Being able to think about great ideas for the world, but not being able to get a math problem done.

You try to tell a joke to impress everyone and then you mess it up.

carry my cat by holding it's front and back legs

Saying an awkward word enough times so that it doesn't sound like a real word anymore

get bored so I fist myself for money

When you're all alone, practice for an interview you're bound to have when you're rich and famous and say other people's responses when they are asked about working with you.

See a news article that looks interesting, too lazy to read the whole thing. Skim.

Try to stop a stopwatch exactly on 1 second with no extra milliseconds

Reach past the first two or three slices of bread to get the better, fresher bread towards the middle.

I often force my mind to think that i'm slowing down time at will just to feel awesome (like when walking down the street i try to make the all cars slow down).

Become self-conscious and wonder if you were making faces while day dreaming during the middle of class.

"????????? ???? ?????! ??? ?? ???????? UH1 HUEY!!! ??? ?? ???????? ??????? ??????????? ?????, ????????? ?? ??????? ? ??????????????? ???????!!! ?????? ????, ???????????????? ?? ???????, ?? ?????? ??????? ?? ????! ???? ???????????? ???????, ????? ??????? ???? ??? ?????????, ? ??????????? ?????, ??? ????????? ??????? ??????????? ?????!!! ? ??? ?? ????? ???? ??????? ??????????? ??????????. ???????? ????????,???? ????, ??? ??????? ?????? ??? ????? ??? ????? ???? ? ??????. "

I like to watch people and imagine different stories that could explain why they're doing whatever it is that their doing.

Really really happy that resisted getting a facebook or twitter account

say to my friend do you ever think that someone else is thinking the same thing that they are thinking at this moment in time and then SHYT in there mouth. Normally they gurggle it in their throat, before swallowing it and making a pedo face, and sometimes i bike naked and shit on cars with diorrea so it explodes on the windows.

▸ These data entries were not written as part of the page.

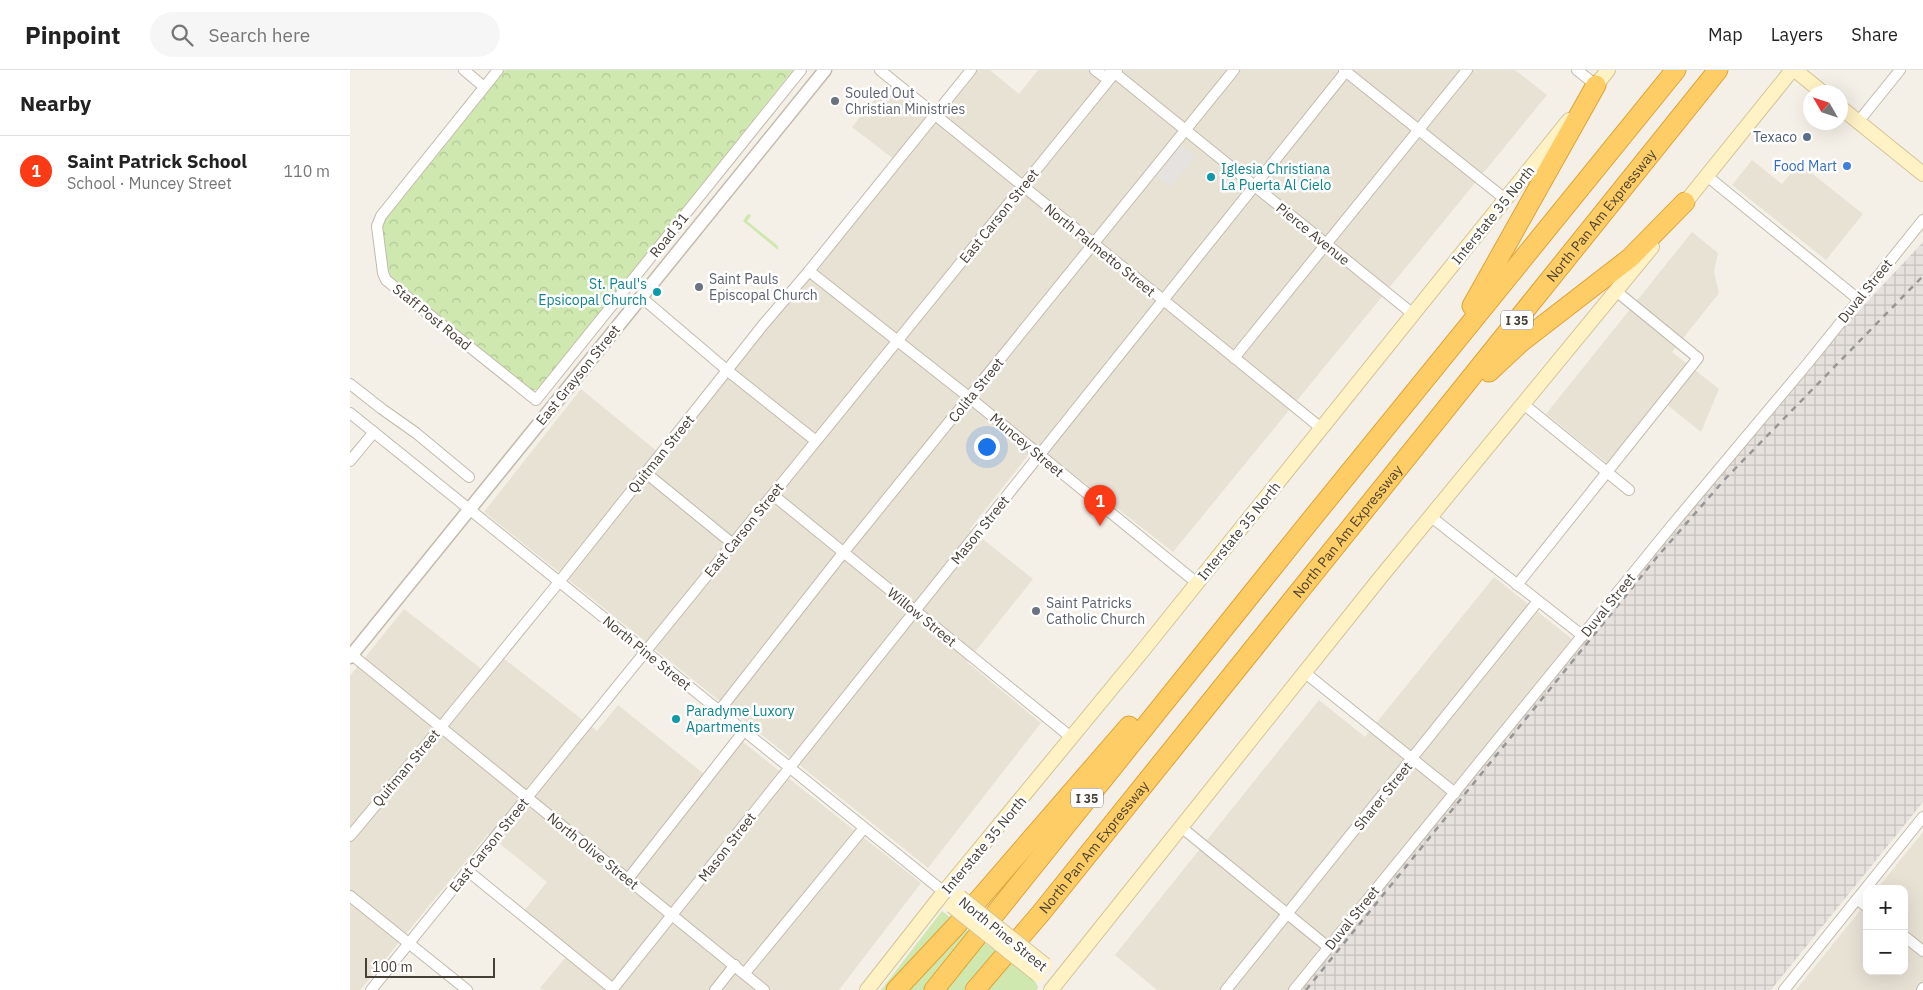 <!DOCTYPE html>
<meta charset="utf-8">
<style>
:root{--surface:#fff;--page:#f6f6f6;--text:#222;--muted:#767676;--line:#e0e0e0;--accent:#fc3a15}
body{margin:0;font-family:"IBM Plex Sans",sans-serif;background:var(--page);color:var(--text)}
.controls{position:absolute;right:15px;bottom:15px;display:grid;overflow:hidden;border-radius:10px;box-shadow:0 5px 20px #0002}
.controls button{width:45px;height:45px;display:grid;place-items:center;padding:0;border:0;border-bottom:1px solid var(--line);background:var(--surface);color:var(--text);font:25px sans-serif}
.compass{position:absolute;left:1453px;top:15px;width:45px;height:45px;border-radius:50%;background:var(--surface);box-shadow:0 5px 20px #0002;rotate:309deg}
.scale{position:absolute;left:15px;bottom:12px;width:130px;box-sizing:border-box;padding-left:5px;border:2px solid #474036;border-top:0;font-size:14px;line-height:18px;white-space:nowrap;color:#474036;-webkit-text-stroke:4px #fff;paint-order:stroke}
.you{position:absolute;left:636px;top:376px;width:18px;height:18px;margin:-12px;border:4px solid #fff;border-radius:50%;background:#1a73e8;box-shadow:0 0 0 8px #1a73e833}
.badge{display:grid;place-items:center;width:32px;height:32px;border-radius:50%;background:var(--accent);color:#fff;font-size:16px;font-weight:700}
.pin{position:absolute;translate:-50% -41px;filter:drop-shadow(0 1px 2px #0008)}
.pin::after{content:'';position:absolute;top:26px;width:18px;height:15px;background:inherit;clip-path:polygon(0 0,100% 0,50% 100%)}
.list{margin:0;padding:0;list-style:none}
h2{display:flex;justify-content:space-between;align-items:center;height:65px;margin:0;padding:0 20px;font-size:21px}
h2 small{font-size:16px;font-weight:400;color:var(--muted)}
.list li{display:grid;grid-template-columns:32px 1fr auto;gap:15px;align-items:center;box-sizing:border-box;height:70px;padding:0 20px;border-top:1px solid var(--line)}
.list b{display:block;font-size:19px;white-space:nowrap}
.list p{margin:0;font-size:16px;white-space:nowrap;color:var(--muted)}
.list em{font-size:16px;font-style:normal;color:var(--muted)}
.icon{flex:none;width:28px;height:28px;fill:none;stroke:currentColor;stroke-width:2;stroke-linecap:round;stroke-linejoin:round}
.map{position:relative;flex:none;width:1573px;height:920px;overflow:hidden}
header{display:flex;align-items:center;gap:30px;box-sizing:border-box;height:70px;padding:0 25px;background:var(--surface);border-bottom:1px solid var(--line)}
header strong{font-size:24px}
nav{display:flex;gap:28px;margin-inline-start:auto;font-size:18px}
.search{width:350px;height:45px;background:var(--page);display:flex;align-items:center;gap:12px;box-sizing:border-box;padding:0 18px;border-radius:28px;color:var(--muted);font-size:19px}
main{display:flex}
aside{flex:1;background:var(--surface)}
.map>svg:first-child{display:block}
</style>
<header>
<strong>Pinpoint</strong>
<div class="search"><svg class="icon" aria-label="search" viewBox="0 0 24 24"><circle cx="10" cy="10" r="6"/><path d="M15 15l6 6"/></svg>Search here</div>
<nav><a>Map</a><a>Layers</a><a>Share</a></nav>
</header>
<main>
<aside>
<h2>Nearby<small></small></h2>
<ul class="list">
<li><span class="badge">1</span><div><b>Saint Patrick School</b><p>School · Muncey Street</p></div><em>110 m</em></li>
</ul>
</aside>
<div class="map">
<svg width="1573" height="920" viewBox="0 0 1573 920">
<defs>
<pattern id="industrial-grid" width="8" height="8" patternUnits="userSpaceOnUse" patternTransform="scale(1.25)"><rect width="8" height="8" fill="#e6e1dc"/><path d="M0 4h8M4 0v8" fill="none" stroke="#c7c2bd"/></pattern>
<pattern id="park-crowns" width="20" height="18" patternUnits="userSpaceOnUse" patternTransform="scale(1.25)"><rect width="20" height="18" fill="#cee8af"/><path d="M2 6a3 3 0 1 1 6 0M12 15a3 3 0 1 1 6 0" fill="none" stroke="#b2c897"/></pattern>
</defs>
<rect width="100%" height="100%" fill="#f4f0e7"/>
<g fill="#e8e2d5">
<path d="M 625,0 L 640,0 L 669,24 L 688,0 L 1165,0 L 1197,25 L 823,482 L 686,375 L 620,459 L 683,509 L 617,592 L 691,653 L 578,798 L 134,442 L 231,319 L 314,387 L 550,94 L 502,57 L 537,14 L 583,51 Z"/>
<path d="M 1402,90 L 1432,114 L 1449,93 L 1513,144 L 1476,190 L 1382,115 Z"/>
<path d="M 1342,162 L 1368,183 L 1364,202 L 1369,223 L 1322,282 L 1369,319 L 1351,362 L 1309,328 L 1257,393 L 1196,344 Z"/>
<path d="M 1144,507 L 1222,569 L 941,920 L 807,920 L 765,885 L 969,630 L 1015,667 Z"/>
<path d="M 54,539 L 138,604 L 152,587 L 247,661 L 268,635 L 354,704 L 384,665 L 571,813 L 489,920 L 193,920 L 190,918 L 221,881 L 174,841 L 197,812 L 138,764 L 10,920 L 0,920 L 0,606 Z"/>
<path d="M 1573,762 L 1573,920 L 1446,920 L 1517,832 L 1517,901 L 1554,901 L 1554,819 L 1527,819 Z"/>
</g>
<path fill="url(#industrial-grid)" d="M 1573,172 L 1573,732 L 1421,920 L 950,920 L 1337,442 L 1501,249 Z"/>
<g fill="#cee8af">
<path d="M 400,144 L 401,146 L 397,151 L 428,176 L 428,180 L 393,151 L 397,145 Z"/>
<path d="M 592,841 L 685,911 L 688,917 L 687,920 L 531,920 Z"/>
</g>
<path fill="url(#park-crowns)" d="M 155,0 L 443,0 L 194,313 L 186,320 L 181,320 L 60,225 L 36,202 L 32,153 Z"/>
<path fill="#e5e2df" d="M 830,74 L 846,87 L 820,117 L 805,104 Z"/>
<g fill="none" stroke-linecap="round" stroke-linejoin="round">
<defs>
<g id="minor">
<path d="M 114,0 L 134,17"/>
<path d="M 148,0 L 31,146 L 27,156 L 33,203 L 36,210 L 186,330 L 451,0"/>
<path d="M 530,0 L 971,358"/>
<path d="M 745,0 L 753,6 L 765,3 L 1063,244"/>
<path d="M 994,0 L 1155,129"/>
<path d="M 1227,0 L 1246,15"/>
<path d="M 1508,52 L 1550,0"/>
<path d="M 1357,106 L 1508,229"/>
<path d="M 459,201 L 620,328 L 847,513"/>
<path d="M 291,227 L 378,301 L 466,371"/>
<path d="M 884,288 L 1117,0"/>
<path d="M 0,314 L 32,339 L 66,363 L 119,407"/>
<path d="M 1172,333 L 1279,420"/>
<path d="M 0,343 L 594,822"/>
<path d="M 0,391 L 24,362"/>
<path d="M 296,403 L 383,474"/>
<path d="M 423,425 L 722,668"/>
<path d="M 1080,446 L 1233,566"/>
<path d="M 1167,515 L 1348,288 L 1266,221"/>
<path d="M 2,585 L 414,920"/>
<path d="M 954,602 L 1105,723"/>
<path d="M 369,641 L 493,483 L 884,0"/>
<path d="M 831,757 L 978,877"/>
<path d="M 0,766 L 91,657 L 209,512 L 413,255 L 459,201 L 621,0"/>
<path d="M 118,801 L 263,919"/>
<path d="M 278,809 L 394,661"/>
<path d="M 0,826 L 117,920"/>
<path d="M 1507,829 L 1517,837"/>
<path d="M 1554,866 L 1573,881"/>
<path d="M 395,903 L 514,758"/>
<path d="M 21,920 L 767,0"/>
<path d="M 262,920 L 997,0"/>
<path d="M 365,920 L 385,895"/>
<path d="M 876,920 L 1188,531"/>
<path d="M 944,920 L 1323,454 L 1458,293 L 1573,150"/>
<path d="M 1434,920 L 1573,747"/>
<path d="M 1572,920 L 1573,918"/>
</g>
<path id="tertiary" d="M 0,587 L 475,0"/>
<g id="secondary">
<path d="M 1445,0 L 1472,22"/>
<path d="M 1240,23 L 1258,0"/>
<path d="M 1490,37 L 1573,104"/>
<path d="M 1330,139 L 1442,0"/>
<path d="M 517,920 L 594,822 L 790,584 L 1219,50"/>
<path d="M 701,920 L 1030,508 L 1302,177"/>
</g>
<g id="motorway">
<path d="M 1122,236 L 1246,15"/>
<path d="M 1139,302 L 1170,273 L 1280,188 L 1335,132"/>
<path d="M 546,920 L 605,857 L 779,656"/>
<path d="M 584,920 L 956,456 L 1326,0"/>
<path id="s1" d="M 625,920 L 691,843 L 1368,0"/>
</g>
</defs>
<use href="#minor" stroke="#c2bbac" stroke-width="12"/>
<use href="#tertiary" stroke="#c2bbac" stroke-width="15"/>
<use href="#secondary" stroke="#d4c496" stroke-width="16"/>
<use href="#motorway" stroke="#dfa235" stroke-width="21"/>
<use href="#minor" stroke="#fff" stroke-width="10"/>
<use href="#tertiary" stroke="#fff" stroke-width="12"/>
<use href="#secondary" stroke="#fff2c5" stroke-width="14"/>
<use href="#motorway" stroke="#ffcd66" stroke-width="19"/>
<path stroke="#969696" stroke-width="2.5" stroke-dasharray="6 6" stroke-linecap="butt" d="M 956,920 L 1307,487 L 1376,408 L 1573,206"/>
<defs>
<g id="secondary-bridge">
<path d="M 610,827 L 695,895"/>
<path d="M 602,836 L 688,905"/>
</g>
</defs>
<use href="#secondary-bridge" stroke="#d4c496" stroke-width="16" stroke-linecap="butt"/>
<use href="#secondary-bridge" stroke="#fff2c5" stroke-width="14"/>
</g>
<g fill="#6b7280" stroke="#fff" stroke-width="2">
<circle cx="485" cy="31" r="5"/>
<circle cx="349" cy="217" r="5"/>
<circle cx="686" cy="541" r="5"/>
</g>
<circle fill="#5c6f8a" stroke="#fff" stroke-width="2" cx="1457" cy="67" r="5"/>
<circle fill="#3f7fe0" stroke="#fff" stroke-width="2" cx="1497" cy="96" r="5"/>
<g fill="#0f9aa8" stroke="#fff" stroke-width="2">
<circle cx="861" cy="107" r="5"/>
<circle cx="307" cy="222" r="5"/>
<circle cx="326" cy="649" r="5"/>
</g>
<g text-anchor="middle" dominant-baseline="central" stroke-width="5" stroke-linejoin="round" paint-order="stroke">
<g fill="#fff" stroke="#7e7972" stroke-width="1">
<rect x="1151" y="240.5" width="32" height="19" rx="4"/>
<rect x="721" y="718.5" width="32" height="19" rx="4"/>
</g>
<g font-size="12" font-weight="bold" fill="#474036">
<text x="1167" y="250">I 35</text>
<text x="737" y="728">I 35</text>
</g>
<g font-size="14" fill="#5b616d" stroke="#fff" text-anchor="start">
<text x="495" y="23">Souled Out<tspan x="495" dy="16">Christian Ministries</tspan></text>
<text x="359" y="209">Saint Pauls<tspan x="359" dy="16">Episcopal Church</tspan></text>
<text x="696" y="533">Saint Patricks<tspan x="696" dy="16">Catholic Church</tspan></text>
</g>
<g font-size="14" fill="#4e5e75" stroke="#fff" text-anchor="end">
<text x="1447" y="67">Texaco</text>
</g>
<g font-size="14" fill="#366cbe" stroke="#fff" text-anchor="end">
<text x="1487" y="96">Food Mart</text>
</g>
<g font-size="14" fill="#0d838f" stroke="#fff" text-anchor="start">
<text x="871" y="99">Iglesia Christiana<tspan x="871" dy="16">La Puerta Al Cielo</tspan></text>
<text x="297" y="214" text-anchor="end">St. Paul's<tspan x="297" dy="16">Epsicopal Church</tspan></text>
<text x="336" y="641">Paradyme Luxory<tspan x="336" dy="16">Apartments</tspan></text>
</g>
<g font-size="14" fill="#474036" stroke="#fff">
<text transform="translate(1143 145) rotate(-51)">Interstate 35 North</text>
<text stroke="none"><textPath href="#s1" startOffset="996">North Pan Am Expressway</textPath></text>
<text transform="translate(649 146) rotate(-51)">East Carson Street</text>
<text transform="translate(963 164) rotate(39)">Pierce Avenue</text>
<text transform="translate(319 165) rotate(-51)">Road 31</text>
<text transform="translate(750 180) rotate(39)">North Palmetto Street</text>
<text transform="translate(1515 221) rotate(-51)">Duval Street</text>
<text transform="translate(82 247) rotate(39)">Staff Post Road</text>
<text transform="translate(228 305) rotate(-51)">East Grayson Street</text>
<text transform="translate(626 320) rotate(-51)">Colita Street</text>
<text transform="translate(677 375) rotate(40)">Muncey Street</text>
<text transform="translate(311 384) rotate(-51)">Quitman Street</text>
<text transform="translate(394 460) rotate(-51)">East Carson Street</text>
<text transform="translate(630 460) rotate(-51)">Mason Street</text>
<text transform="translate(889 461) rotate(-51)">Interstate 35 North</text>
<text stroke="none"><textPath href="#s1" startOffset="591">North Pan Am Expressway</textPath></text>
<text transform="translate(1258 535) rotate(-51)">Duval Street</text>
<text transform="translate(572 547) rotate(39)">Willow Street</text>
<text transform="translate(297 583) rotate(39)">North Pine Street</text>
<text transform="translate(56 698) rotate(-50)">Quitman Street</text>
<text transform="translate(1033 726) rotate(-51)">Sharer Street</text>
<text transform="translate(139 775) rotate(-51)">East Carson Street</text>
<text transform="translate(634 775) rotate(-50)">Interstate 35 North</text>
<text stroke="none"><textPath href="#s1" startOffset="186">North Pan Am Expressway</textPath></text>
<text transform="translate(377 777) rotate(-52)">Mason Street</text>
<text transform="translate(243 781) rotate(39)">North Olive Street</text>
<text transform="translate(1002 848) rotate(-51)">Duval Street</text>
<text transform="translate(653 864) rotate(39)">North Pine Street</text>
</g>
</g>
</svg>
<div class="controls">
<button>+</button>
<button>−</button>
</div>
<svg class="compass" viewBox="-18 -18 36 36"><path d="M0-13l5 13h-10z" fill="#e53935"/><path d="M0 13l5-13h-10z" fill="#767676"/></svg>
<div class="scale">100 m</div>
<div class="you"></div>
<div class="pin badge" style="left:750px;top:456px">1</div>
</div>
</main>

forget i left the light on somewhere in the house and when i see it on i think a ghost did it..

Put toilet paper in the toilet before I'm going to take a shit, so that the toilet won't get dirty.

Whenever I watch TV, the volume has to be on multiples of 5. Even if the perfect volume is in between.

Consider selling lots of books, games or DVDs when you have too many to fit perfectly on their shelf.

I have tried jumping in an airplane to see if I fall in the same spot

Pretend to cough in class so other people could pretend to cough

I always have excellent manners when eating around others, but when I'm alone I eat like a pig and have no manners.

Wish that Mexicans would go ruin their own country instead of ruin ours.

If i read or see something good (on tv )the next time i daydream i am always some how involved in it

Things You Think Only You Do

A collection of things you think only you do. Go ahead and confess. You probably aren't the only one.